Lamartine, en su poema La caída del ángel, imaginaba una sociedad en la que florecían de forma prodigiosa todos los refinamientos científicos concebibles; pero esa sociedad, a un intenso progreso científico, unía un manifiesto espíritu de barbarie. Por prejuicio progresista, Lamartine situaba esa sociedad en la prehistoria, aceptando el tópico progresista que pretende que los hombres hemos evolucionado desde la barbarie hasta el refinamiento espiritual.
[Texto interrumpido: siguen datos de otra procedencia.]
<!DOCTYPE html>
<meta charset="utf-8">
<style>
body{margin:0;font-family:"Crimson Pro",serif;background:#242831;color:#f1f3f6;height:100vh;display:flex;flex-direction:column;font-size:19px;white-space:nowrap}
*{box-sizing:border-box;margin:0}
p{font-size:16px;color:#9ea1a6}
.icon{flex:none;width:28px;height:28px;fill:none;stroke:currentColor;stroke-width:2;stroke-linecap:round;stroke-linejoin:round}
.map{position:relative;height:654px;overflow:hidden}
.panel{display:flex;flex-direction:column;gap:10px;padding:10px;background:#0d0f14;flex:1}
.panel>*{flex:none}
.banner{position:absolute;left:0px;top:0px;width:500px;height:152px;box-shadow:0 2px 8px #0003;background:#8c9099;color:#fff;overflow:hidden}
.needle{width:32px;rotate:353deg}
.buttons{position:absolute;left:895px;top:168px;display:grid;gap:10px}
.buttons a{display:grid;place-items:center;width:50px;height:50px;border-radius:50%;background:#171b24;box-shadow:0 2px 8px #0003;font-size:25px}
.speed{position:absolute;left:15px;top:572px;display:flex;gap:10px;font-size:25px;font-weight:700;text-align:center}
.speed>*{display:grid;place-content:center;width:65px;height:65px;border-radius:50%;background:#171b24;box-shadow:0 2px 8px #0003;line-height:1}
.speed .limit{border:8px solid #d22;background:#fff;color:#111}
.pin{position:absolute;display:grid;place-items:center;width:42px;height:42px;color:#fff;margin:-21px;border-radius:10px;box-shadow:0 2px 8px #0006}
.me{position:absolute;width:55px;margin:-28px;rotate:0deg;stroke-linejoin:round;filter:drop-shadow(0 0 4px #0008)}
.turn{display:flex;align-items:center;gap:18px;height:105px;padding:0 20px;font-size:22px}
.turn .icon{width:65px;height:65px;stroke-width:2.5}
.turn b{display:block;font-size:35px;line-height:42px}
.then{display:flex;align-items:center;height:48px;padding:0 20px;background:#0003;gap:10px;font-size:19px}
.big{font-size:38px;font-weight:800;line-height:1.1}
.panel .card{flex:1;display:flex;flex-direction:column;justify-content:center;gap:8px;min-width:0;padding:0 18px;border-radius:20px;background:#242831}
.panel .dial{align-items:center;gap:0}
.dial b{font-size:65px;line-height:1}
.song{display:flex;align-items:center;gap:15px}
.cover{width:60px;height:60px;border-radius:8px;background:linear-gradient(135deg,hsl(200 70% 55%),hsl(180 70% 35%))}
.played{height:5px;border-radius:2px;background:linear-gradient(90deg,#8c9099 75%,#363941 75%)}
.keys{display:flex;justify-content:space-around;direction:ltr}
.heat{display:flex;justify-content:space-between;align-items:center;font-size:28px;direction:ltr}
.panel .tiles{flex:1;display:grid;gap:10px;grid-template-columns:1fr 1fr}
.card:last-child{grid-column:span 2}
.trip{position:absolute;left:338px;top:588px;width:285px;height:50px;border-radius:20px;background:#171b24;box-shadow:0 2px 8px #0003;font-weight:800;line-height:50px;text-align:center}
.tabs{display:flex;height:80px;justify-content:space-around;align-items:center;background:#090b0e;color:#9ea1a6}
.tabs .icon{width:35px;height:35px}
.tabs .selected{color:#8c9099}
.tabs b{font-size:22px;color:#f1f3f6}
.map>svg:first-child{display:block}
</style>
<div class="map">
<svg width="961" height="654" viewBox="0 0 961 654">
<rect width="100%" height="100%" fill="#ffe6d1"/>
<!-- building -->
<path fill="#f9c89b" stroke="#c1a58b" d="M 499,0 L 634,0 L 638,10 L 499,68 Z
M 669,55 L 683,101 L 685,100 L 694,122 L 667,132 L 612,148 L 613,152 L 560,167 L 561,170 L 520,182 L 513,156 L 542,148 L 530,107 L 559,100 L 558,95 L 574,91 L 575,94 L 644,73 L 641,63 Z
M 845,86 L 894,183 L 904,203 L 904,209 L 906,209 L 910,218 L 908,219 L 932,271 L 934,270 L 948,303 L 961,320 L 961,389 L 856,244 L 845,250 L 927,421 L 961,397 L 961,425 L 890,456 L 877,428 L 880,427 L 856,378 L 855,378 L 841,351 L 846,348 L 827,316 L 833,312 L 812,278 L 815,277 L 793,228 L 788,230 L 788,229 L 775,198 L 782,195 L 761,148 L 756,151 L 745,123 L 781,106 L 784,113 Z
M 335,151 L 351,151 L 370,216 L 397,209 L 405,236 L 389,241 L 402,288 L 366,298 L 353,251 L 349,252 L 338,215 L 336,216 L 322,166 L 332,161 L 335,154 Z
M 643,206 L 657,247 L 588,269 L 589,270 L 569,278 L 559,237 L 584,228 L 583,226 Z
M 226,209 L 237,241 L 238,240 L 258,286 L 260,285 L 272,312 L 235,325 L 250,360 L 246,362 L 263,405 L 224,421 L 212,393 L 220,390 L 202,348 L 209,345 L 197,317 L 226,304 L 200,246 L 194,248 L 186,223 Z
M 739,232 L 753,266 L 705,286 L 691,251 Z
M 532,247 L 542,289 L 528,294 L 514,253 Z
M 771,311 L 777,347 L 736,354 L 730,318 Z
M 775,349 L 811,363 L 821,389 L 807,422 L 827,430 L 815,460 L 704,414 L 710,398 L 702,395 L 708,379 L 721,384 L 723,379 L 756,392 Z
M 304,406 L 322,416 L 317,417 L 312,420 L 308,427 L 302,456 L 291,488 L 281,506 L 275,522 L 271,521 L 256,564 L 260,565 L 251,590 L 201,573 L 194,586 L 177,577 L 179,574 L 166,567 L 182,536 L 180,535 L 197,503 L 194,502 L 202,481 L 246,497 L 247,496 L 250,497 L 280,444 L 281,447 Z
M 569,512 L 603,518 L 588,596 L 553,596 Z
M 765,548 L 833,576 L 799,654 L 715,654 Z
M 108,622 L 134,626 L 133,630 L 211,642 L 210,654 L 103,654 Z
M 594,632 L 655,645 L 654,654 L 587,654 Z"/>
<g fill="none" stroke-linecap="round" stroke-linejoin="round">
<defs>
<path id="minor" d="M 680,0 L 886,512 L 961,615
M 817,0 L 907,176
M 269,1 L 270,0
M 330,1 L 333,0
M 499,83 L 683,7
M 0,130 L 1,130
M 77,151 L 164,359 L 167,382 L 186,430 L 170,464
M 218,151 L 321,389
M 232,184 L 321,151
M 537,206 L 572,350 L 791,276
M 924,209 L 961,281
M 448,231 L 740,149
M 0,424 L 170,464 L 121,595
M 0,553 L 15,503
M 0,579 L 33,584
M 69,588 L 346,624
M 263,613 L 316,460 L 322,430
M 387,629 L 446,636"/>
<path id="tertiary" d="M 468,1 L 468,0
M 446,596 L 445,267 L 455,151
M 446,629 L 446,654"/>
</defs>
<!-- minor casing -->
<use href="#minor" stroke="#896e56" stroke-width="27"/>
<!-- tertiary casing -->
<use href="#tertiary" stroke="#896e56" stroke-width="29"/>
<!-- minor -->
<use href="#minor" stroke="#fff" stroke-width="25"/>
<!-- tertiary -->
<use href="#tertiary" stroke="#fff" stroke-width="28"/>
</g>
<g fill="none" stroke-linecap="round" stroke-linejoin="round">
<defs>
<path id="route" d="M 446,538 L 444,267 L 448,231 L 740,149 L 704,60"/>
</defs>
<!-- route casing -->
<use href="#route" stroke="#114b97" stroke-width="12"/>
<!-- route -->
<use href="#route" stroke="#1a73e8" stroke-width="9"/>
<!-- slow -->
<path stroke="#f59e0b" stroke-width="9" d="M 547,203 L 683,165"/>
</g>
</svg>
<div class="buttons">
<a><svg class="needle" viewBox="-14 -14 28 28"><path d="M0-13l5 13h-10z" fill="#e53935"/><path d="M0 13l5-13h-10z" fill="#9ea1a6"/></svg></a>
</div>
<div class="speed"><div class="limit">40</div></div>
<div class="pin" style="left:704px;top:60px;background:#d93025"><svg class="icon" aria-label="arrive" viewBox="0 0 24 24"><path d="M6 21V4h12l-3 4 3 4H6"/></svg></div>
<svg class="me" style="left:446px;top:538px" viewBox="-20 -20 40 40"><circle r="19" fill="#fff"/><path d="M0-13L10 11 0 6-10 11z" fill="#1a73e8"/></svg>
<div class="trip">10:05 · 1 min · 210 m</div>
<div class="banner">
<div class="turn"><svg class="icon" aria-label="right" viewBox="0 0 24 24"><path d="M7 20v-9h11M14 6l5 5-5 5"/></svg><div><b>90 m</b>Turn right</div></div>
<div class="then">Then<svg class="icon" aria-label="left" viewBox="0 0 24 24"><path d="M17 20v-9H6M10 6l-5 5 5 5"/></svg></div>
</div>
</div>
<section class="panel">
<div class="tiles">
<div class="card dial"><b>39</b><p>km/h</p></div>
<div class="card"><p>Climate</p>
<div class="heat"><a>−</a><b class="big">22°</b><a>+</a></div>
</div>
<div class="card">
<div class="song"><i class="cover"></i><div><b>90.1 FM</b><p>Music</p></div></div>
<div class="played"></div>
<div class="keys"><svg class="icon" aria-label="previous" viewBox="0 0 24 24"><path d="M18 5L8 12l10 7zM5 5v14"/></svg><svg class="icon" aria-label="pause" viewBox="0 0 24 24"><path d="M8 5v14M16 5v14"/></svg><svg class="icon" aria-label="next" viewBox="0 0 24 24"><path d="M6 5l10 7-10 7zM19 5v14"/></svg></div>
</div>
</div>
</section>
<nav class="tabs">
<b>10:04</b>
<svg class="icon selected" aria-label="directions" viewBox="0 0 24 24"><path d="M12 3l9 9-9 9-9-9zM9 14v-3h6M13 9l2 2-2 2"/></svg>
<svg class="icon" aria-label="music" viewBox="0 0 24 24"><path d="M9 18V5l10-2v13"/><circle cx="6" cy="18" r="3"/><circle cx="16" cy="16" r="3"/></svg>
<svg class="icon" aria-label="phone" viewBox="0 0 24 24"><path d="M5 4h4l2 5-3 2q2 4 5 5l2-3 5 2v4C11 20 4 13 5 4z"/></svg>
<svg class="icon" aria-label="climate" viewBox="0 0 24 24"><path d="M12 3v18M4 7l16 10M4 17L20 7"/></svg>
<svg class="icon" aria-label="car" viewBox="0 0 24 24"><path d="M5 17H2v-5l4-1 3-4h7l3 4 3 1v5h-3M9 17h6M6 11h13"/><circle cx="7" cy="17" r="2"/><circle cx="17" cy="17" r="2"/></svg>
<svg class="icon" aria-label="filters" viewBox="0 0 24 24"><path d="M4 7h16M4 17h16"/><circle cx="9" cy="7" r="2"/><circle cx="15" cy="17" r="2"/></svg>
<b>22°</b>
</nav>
Las llamadas ´distopías´, por su parte, juegan a imaginar futuros regidos por la barbarie; pero tal barbarie suele producirse en mundos en los que el progreso científico se ha detenido, o bien en coyunturas políticas dictatoriales.
Muy raramente aceptamos la posibilidad de un mundo progresado científicamente, sólidamente democrático, en el que los hombres hayan retrocedido espiritualmente, caminando hacia la barbarie; y la razón por la que no lo aceptamos es porque ese mundo se parece demasiado al nuestro, porque ese mundo tal vez sea ya el nuestro, un mundo rápido y furioso en el que la gente, inmunizada contra la nefasta manía de pensar, ya ni siquiera es capaz de hacer juicios éticos (lo que, según Aristóteles, es el rasgo distintivo del ser humano).
Afirmaba Gracián que «todo móvil instable tiene aumento y declinación». Tal vez los antiguos pecasen de un cierto determinismo aciago; pero si hay algo más equivocado que el determinismo aciago es el determinismo eufórico.